Let me just close with one other comment. I know a few of you from last year probably heard me say this last year, so I will tell the short version this year. I wouldn't be doing what I'm doing if it weren't for the teachers that I had, primarily in high school. I went to public high school in two places: three years in Buffalo, New York and one year in Los Angeles, California. I was one of those very odd kids who actually did his senior year in a different high school than my first three because my family moved. It wasn't only a different high school, it was a different culture. I would like to say there are no places in the U.S. as different as Buffalo, New York and Los Angeles, California, but they were pretty different. Even the language - I had to learn a new language. I remember the first day I was in Los Angeles, the kid next door said, "Do you want to play catch?" and I came out with my glove and baseball. He said, "That be bitchin'!" I did not know what he was talking about. "Bitchin?" Anyway, I had great teachers in both of those schools, but especially in my Buffalo high school, Williamsville North High School, where these were folks absolutely committed not just to teaching us, but to our growth, our maturation, and our future careers. It was really inspiration from them that made me want to be an educator.
I was telling this story to someone who only came to Yale a few years ago, our new chair of the Department of Chemistry. He said to me, "Where was that?" I started to describe where it was. He had gone to the same high school, had the same teachers, and had the same experience that I did. He felt he was a chemistry professor because of the teachers he had at Williamsville North High School in the suburbs of Buffalo, NY. About three weeks later, two of our English teachers, who were married to each other, came through town and we had lunch with them, and had a chance to actually talk to them about the influence they had on our lives. They remembered us far better than we thought we deserved to be remembered by them. Not that we did not do memorable things in high school, but really got a chance to thank them and express our gratitude. They had both just retired and we clearly had them at the very beginning of their careers.
When I look out at the group of kids that I went to that high school with and the number of them now making careers in education, either teaching high school or grade school, but also the number of faculty, my little group, a dozen of us that get together every year, none of us came from fancy backgrounds - the child of a cop, the child of a logistics manager at a company, the child of a podiatrist, the child of a farmer, that group of people are a professor at Cal State Humboldt, a professor at Loyola in Chicago, a professor at the University of Wisconsin - me. It's remarkable that this school and its influence of an inspiring group of teachers created these folks completely dedicated to education for the rest of their lives.
Thank you all for being here.
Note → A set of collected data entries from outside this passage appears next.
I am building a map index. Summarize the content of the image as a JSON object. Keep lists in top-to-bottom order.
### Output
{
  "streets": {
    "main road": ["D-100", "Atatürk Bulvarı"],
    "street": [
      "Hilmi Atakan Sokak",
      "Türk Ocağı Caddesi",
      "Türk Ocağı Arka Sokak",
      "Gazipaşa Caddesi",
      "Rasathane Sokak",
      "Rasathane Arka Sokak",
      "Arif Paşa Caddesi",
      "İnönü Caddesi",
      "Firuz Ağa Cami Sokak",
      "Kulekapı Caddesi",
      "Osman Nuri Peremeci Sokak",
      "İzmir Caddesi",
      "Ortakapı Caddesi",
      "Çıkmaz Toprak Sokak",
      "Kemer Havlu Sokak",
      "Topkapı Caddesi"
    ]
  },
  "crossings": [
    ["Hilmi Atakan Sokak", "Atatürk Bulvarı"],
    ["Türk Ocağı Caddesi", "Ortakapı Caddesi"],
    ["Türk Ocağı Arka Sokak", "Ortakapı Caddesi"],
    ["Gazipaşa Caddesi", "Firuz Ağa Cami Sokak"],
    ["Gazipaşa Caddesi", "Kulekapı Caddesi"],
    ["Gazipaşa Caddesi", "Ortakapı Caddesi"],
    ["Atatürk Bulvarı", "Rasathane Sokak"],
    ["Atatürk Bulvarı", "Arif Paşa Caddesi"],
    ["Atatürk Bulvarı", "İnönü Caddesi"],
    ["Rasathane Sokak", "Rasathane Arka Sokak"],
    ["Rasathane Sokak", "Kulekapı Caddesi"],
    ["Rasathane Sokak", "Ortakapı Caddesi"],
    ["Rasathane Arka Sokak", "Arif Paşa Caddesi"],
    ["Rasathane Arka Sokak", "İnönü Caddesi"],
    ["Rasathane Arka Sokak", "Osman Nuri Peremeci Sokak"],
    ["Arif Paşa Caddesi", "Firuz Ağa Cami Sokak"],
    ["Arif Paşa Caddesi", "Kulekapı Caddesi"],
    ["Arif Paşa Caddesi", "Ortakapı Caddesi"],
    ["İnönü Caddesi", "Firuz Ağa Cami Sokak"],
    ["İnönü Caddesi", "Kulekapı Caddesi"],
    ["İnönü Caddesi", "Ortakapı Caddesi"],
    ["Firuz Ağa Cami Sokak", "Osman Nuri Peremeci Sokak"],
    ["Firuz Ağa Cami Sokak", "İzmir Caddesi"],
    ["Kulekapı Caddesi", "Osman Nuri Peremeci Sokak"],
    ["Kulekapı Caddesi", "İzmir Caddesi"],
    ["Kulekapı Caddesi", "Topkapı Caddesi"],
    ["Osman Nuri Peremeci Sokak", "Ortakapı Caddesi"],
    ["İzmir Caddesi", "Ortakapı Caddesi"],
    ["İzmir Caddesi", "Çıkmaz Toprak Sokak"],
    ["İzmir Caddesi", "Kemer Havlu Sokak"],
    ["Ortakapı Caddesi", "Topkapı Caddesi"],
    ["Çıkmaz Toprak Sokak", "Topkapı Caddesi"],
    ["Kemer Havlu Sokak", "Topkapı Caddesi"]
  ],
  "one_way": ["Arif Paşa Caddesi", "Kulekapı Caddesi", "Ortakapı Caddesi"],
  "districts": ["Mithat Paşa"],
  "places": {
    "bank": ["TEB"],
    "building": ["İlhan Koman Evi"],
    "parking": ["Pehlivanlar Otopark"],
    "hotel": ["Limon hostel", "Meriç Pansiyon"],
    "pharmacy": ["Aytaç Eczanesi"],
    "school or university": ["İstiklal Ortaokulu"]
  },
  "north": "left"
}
I hope you get a chance actually to enjoy the New England fall, particularly if you are not from New England. I hope you get a chance to enjoy New Haven, particularly if you have never been in New Haven before because it's not what you thought it was - it's a lot better. I hope you get a chance to enjoy our campus, and most importantly, I hope you get a chance to enjoy each other. Welcome to Yale. Welcome to New Haven. We are delighted you are here.